Toplamda 4.891 sanık ceza aldı, 2.870 kişi beraat etti, 964 kişi hakkında ise “ceza verilmesine yer olmadığı” kararı verildi. Bu davalarda 85 eski general ve amiral, binlerce subay, astsubay, polis ve sivil, anayasal düzeni yıkmaya teşebbüs suçundan mahkum edildi.
Yargıtay, şu ana dek 224 dosyayı onadı, kalan dosyaların temyiz incelemeleri de sürüyor. Adaletin tecellisi süreci, tüm şeffaflığı ve hukuki güvenceleriyle devam ediyor.
15 Temmuz; sadece bir takvim yaprağı değil, bir milletin yeniden dirilişinin, devletine ve bayrağına sahip çıkışının simgesidir. O gece Türkiye yalnızca bir darbeyi değil; teslim alınmak istenen bağımsızlığını, özgürlüğünü ve onurunu da geri püskürttü.
Bu vesileyle, başta 15 Temmuz şehitleri olmak üzere tüm kahramanlarımızı rahmet ve minnetle anıyor, gazilerimize şükranlarımızı sunuyoruz. Bu millet, tankın önünde duran o isimsiz kahramanları, Boğaz Köprüsü’nde can veren yiğitleri, Genelkurmay önünde şehit düşen askerleri ve polisleri asla unutmayacaktır.
15 Temmuz’dan alınan dersler bize gösterdi ki; demokrasimize, cumhuriyetimize ve anayasal düzene karşı oluşabilecek her türlü tehdide karşı uyanık olmak bir vatandaşlık görevidir. Her Türkiye vatandaşı, 15 Temmuz’un yıldönümünü sadece bir anma değil, aynı zamanda bir milli bilinç ve demokrasi nöbeti olarak görmelidir.

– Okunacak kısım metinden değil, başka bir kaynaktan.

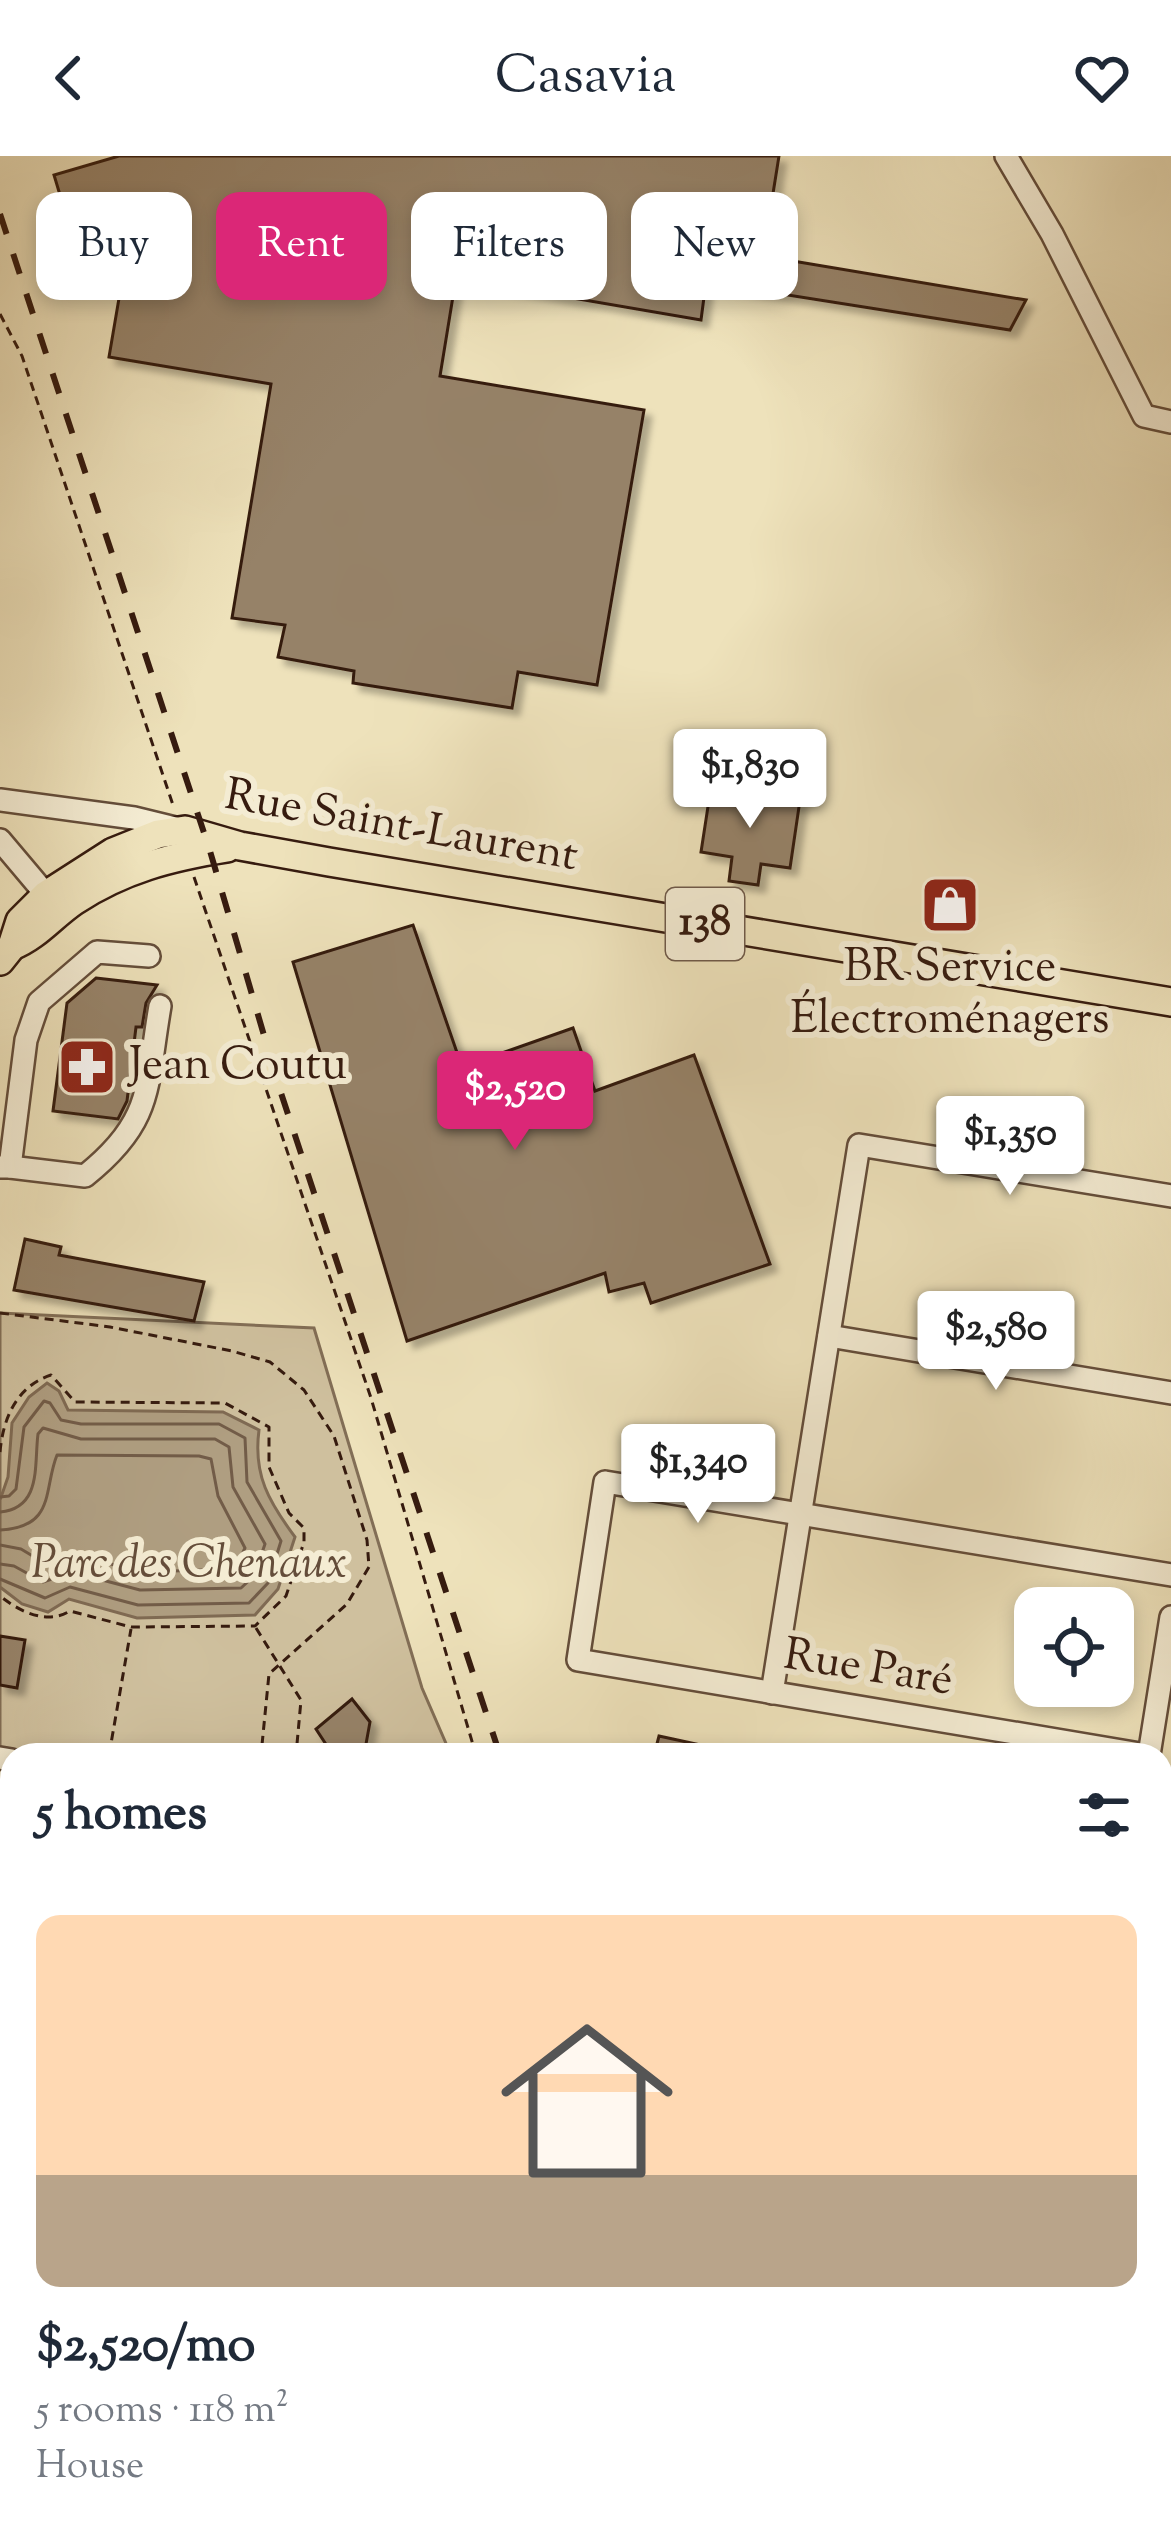 <!DOCTYPE html>
<html lang="en">
<head>
<meta charset="utf-8">
<style>
  :root { --surface:#fff; --page:#f6f6f7; --text:#1f2937; --muted:#747a83; --accent:#db2777 }
  body { margin:0; font-family:"Sorts Mill Goudy",serif; background:var(--page); color:var(--text); height:100vh; display:flex; flex-direction:column; font-size:45px; white-space:nowrap }
  * { box-sizing:border-box; margin:0 }
  p { font-size:39px; color:var(--muted) }
  .icon { flex:none; width:66px; height:66px; fill:none; stroke:currentColor; stroke-width:2; stroke-linecap:round; stroke-linejoin:round }
  .map { position:relative; flex:1; overflow:hidden }
  .sheet { position:absolute; left:0px; top:1587px; width:1173px; height:804px; display:flex; flex-direction:column; background:var(--surface); border-radius:36px 36px 0 0; box-shadow:0 6px 18px #0003 }
  .sheet>* { flex:none }
  .banner { position:absolute; left:36px; top:36px; width:1101px; height:108px; display:flex; gap:24px }
  .tools { position:absolute; left:1014px; top:1431px; display:grid; gap:24px }
  .tools a { display:grid; place-items:center; width:120px; height:120px; border-radius:24px; background:var(--surface); box-shadow:0 6px 18px #0003; font-size:60px }
  .price { position:absolute; translate:-50% -102px; padding:0 27px; border-radius:12px; background:#fff; color:#222; font-size:39px; line-height:78px; filter:drop-shadow(0 3px 6px #0008) }
  .price::after { content:''; position:absolute; left:50%; top:72px; width:36px; height:27px; margin-left:-18px; background:inherit; clip-path:polygon(0 0,100% 0,50% 100%) }
  .price.active { background:var(--accent); color:#fff }
  ul { padding:0; list-style:none }
  li { display:grid; align-content:center; gap:24px; height:636px; padding:0 36px }
  li span { display:grid; place-items:center; height:372px; border-radius:24px; color:#555 }
  li>.icon { margin-inline-start:auto }
  span .icon { width:216px; height:216px; fill:#fffc; stroke-width:1 }
  li b { font-size:51px }
  h2 { display:flex; justify-content:space-between; align-items:center; height:144px; padding:0 36px; font-size:51px }
  .pill { padding:0 42px; border-radius:24px; background:var(--surface); box-shadow:0 6px 18px #0003; font-size:42px; line-height:108px }
  .pill.active { background:var(--accent); color:#fff }
  header { display:flex; justify-content:space-between; align-items:center; height:156px; padding:0 36px; background:var(--surface); font-size:54px; font-weight:600 }
  .map>svg:first-child { display:block }
  .green { fill:#cfc09e; stroke:#826e56; stroke-width:3 }
  .water { fill:#af9e81; stroke:#7f6a53; stroke-width:3 }
  .lines { fill:none; stroke-linecap:round; stroke-linejoin:round }
  .shore { stroke:#725c48; stroke-width:3 }
  .building { fill:#968268; stroke:#361b0f; stroke-width:3; filter:url(#shadow) }
  .minor-casing { stroke:#644d3a; stroke-width:26 }
  .major-casing { stroke:#361b0f; stroke-width:32 }
  .path { stroke:#361b0f; stroke-width:3; stroke-dasharray:9 6; stroke-linecap:butt }
  .minor { stroke:#f4ecd3; stroke-width:21 }
  .major { stroke:#eee2bb; stroke-width:27 }
  .rail { stroke:#361b0f; stroke-width:6; stroke-dasharray:21 21; stroke-linecap:butt }
  .labels { text-anchor:middle; dominant-baseline:central; stroke-width:12; stroke-linejoin:round; paint-order:stroke }
  .shield { fill:#f4ecd3; stroke:#6f5a4a; stroke-width:3 }
  .shield-label { font-size:42px; font-weight:bold; fill:#361b0f }
  .street-label { font-size:45px; fill:#361b0f; stroke:#f4ecd3 }
  .poi-label { font-size:45px; fill:#361b0f; stroke:#f4ecd3 }
  .park-label { font-size:45px; font-style:italic; fill:#644d3a; stroke:#f4ecd3 }
</style>
</head>
<body>
<header><svg class="icon" aria-label="back" viewBox="0 0 24 24"><path d="M15 5l-7 7 7 7"/></svg>Casavia<svg class="icon" aria-label="heart" viewBox="0 0 24 24"><path d="M12 20l-8-8c-3-5 5-10 8-4 3-6 11-1 8 4z"/></svg></header>
<div class="map">
<svg width="1171" height="2391" viewBox="0 0 1171 2391">
  <defs>
    <filter id="shadow"><feDropShadow dx="7" dy="7" stdDeviation="3" flood-color="#0004"/></filter>
  </defs>
  <rect width="100%" height="100%" fill="#eee2bb"/>
  <filter id="stains"><feTurbulence type="fractalNoise" baseFrequency=".00167" numOctaves="4"/><feColorMatrix values="0 0 0 0 .2 0 0 0 0 .09 0 0 0 0 .02 0 0 0 .5 -.17"/></filter>
  <radialGradient id="worn" r=".72"><stop offset=".6" stop-color="#630" stop-opacity="0"/><stop offset="1" stop-color="#630" stop-opacity=".3"/></radialGradient>
  <path class="green" d="M0 1157 314 1172 422 1532 451 1599 0 1598Z"/>
  <path class="water" d="M47 1227 59 1235 68 1254 223 1256 259 1274C253 1319 269 1346 295 1381L278 1433 255 1459 137 1462 69 1443 48 1456 22 1448 0 1431V1344L8 1321 12 1267 29 1241Z"/>
  <g class="lines">
    <g class="shore">
      <path d="M0 1341 9 1340 16 1333 24 1271 44 1245 50 1247 61 1264 81 1268H219L245 1282 247 1326 281 1385 268 1427 249 1447 138 1449 70 1431 45 1442 0 1423"/>
      <path d="M0 1356C42 1352 34 1309 38 1278L43 1272 81 1283H215L229 1291 233 1331 265 1388 254 1420 241 1432 140 1434 72 1416 43 1426 14 1410 0 1408"/>
      <path d="M0 1374C56 1371 43 1334 57 1299L199 1300 211 1303 218 1340 245 1392 235 1413 141 1416 73 1398 41 1405 21 1393 0 1389"/>
    </g>
  </g>
  <g class="building">
    <path d="M119 0H779L763 100 1026 144 1010 174 706 126 701 164 456 122 440 220 644 254 597 529 518 516 512 552 353 527 354 515 278 501 285 469 232 462 271 228 109 201 124 113 85 122 54 19Z"/>
    <path d="M711 631 800 644 790 712 761 708 758 729 729 725 732 701 701 696Z"/>
    <path d="M413 769 462 911 573 872 595 935 694 899 770 1108 651 1147 644 1127 609 1136 605 1117 407 1185 293 806Z"/>
    <path d="M96 822 157 829 146 847 142 871H136L127 945 118 963 53 955 67 847Z"/>
    <path d="M25 1083 61 1091 59 1099 204 1126 194 1165 14 1134Z"/>
    <path d="M0 1480 25 1484 17 1532 0 1529Z"/>
    <path d="M352 1543 370 1566 364 1599H333L316 1573Z"/>
    <path d="M659 1580 719 1593V1599H654Z"/>
  </g>
  <g class="lines">
    <defs>
      <g id="minor">
        <path d="M1006 0 1052 78 1144 260 1171 266"/>
        <path d="M0 644 134 662 179 673"/>
        <path d="M0 684 54 748"/>
        <path d="M0 1011H10L26 884 39 846 97 796 149 800"/>
        <path d="M10 1011 85 1020C154 965 146 931 160 850"/>
        <path d="M829 1180 1171 1237"/>
        <path d="M772 1537 859 989 1171 1040"/>
        <path d="M1146 1599 578 1504 605 1326 1171 1419"/>
        <path d="M1149 1599 1171 1461"/>
        <path d="M0 1602 12 1604"/>
        <path d="M1161 1801 1171 1802"/>
        <path d="M0 1815 12 1817"/>
        <path d="M1161 2008 1171 2010"/>
        <path d="M0 2013 12 2015"/>
        <path d="M1161 2123 1171 2127"/>
        <path d="M0 2205 12 2207"/>
        <path d="M1161 2364 1171 2361"/>
        <path d="M323 2379 328 2391"/>
        <path d="M635 2379 640 2391"/>
        <path d="M928 2379 931 2391"/>
        <path d="M226 2391 252 2379"/>
        <path d="M1028 2391 1079 2379"/>
      </g>
      <g id="major">
        <path d="M12 790C37 780 52 760 74 745 123 713 170 701 227 692"/>
        <path d="M0 805 12 790 20 765 46 739 113 696 158 678 185 674 240 690 329 706 1171 846"/>
      </g>
    </defs>
    <use href="#minor" class="minor-casing"/>
    <use href="#major" class="major-casing"/>
    <g class="path">
      <path d="M0 158 22 200 173 649"/>
      <path d="M194 721 371 1242 476 1599"/>
      <path d="M0 1157 110 1171 232 1195 270 1206 304 1234 334 1280 367 1384 369 1411 347 1448 269 1518 261 1599"/>
      <path d="M0 1296C3 1262 17 1230 51 1219L75 1246 225 1247 269 1271V1311L289 1357 304 1372V1386L286 1440 255 1470 131 1471 70 1455C47 1469 20 1456 0 1440"/>
      <path d="M256 1472 301 1544 296 1599"/>
      <path d="M109 1599 131 1473"/>
    </g>
    <use href="#minor" class="minor"/>
    <use href="#major" class="major"/>
    <g class="rail">
      <path d="M0 58 210 695 280 934 500 1599"/>
      <path d="M1051 2379 1063 2391"/>
    </g>
  </g>
  <defs>
    <symbol id="shop-square" viewBox="-11 -11 22 22"><rect x="-9" y="-9" width="18" height="18" rx="4" fill="#8f2418" stroke="#f4ecd3"/><path d="M-5-2.5h2.3a2.7 3.5 0 0 1 5.4 0H5L5.5 6h-11ZM-1.5-2.5h3a1.5 2.3 0 0 0-3 0Z" fill="#fff"/></symbol>
    <symbol id="pharmacy-square" viewBox="-11 -11 22 22"><rect x="-9" y="-9" width="18" height="18" rx="4" fill="#8f2418" stroke="#f4ecd3"/><path d="M-2-6h4v4h4v4h-4v4h-4v-4h-4v-4h4Z" fill="#fff"/></symbol>
  </defs>
  <g fill-rule="evenodd">
    <use href="#shop-square" x="917" y="716" width="66" height="66"/>
    <use href="#pharmacy-square" x="54" y="878" width="66" height="66"/>
  </g>
  <g class="labels">
    <rect class="shield" x="666" y="732" width="78" height="72" rx="9"/>
    <g class="shield-label">
      <text x="705" y="768">138</text>
    </g>
    <g class="street-label">
      <text transform="translate(401 672) rotate(10)">Rue Saint-Laurent</text>
      <text transform="translate(868 1514) rotate(9)">Rue Paré</text>
    </g>
    <g class="poi-label">
      <text x="950" y="813">BR Service<tspan x="950" dy="52">Électroménagers</tspan></text>
      <text x="129" y="911" text-anchor="start">Jean Coutu</text>
    </g>
    <g class="park-label">
      <text x="189" y="1409">Parc des Chenaux</text>
    </g>
  </g>
  <rect width="100%" height="100%" filter="url(#stains)"/>
  <rect width="100%" height="100%" fill="url(#worn)"/>
</svg>
<div class="tools">
<a><svg class="icon" aria-label="locate" viewBox="0 0 24 24"><circle cx="12" cy="12" r="6"/><path d="M12 2v4M12 18v4M2 12h4M18 12h4"/></svg></a>
</div>
<b class="price" style="left:750px;top:675px">$1,830</b>
<b class="price active" style="left:515px;top:997px">$2,520</b>
<b class="price" style="left:1010px;top:1042px">$1,350</b>
<b class="price" style="left:996px;top:1237px">$2,580</b>
<b class="price" style="left:698px;top:1370px">$1,340</b>
<div class="banner">
<a class="pill">Buy</a>
<a class="pill active">Rent</a>
<a class="pill">Filters</a>
<a class="pill">New</a>
</div>
<section class="sheet">
<h2>5 homes<svg class="icon" aria-label="filters" viewBox="0 0 24 24"><path d="M4 7h16M4 17h16"/><circle cx="9" cy="7" r="2"/><circle cx="15" cy="17" r="2"/></svg></h2>
<ul>
<li><span style="background:linear-gradient(#ffd9b3 70%,#b9a48a 0)"><svg class="icon" aria-label="home" viewBox="0 0 24 24"><path d="M3 11l9-7 9 7M6 9v11h12V9"/></svg></span><div><b>$2,520/mo</b><p>5 rooms · 118 m²</p><p>House</p></div></li>
</ul>
</section>
</div>
</body>
</html>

Devletimize sızmış her türlü terör yapılanmasının karşısında durmak, sadece hükümetin ya da güvenlik birimlerinin değil; her bir bireyin görevidir. 15 Temmuz ruhu, sadece geçmişin bir anısı değil; geleceğe yön veren bir iradedir.
Bugün 15 Temmuz 2025. Türkiye halkı dimdik ayakta. Bu topraklarda bir daha hiçbir ihanet odağı, ne silahla ne de sinsi oyunlarla millet iradesini esir alamayacaktır. Çünkü bu millet; vatanına, bayrağına ve ezanına göz dikenlere karşı tek yürek, tek bilek, tek millet, tek devlet olmayı 15 Temmuz gecesi dünyaya ilan etti.
Şehitlerimizi rahmetle, gazilerimizi minnetle anıyoruz.
Vatan sağolsun.!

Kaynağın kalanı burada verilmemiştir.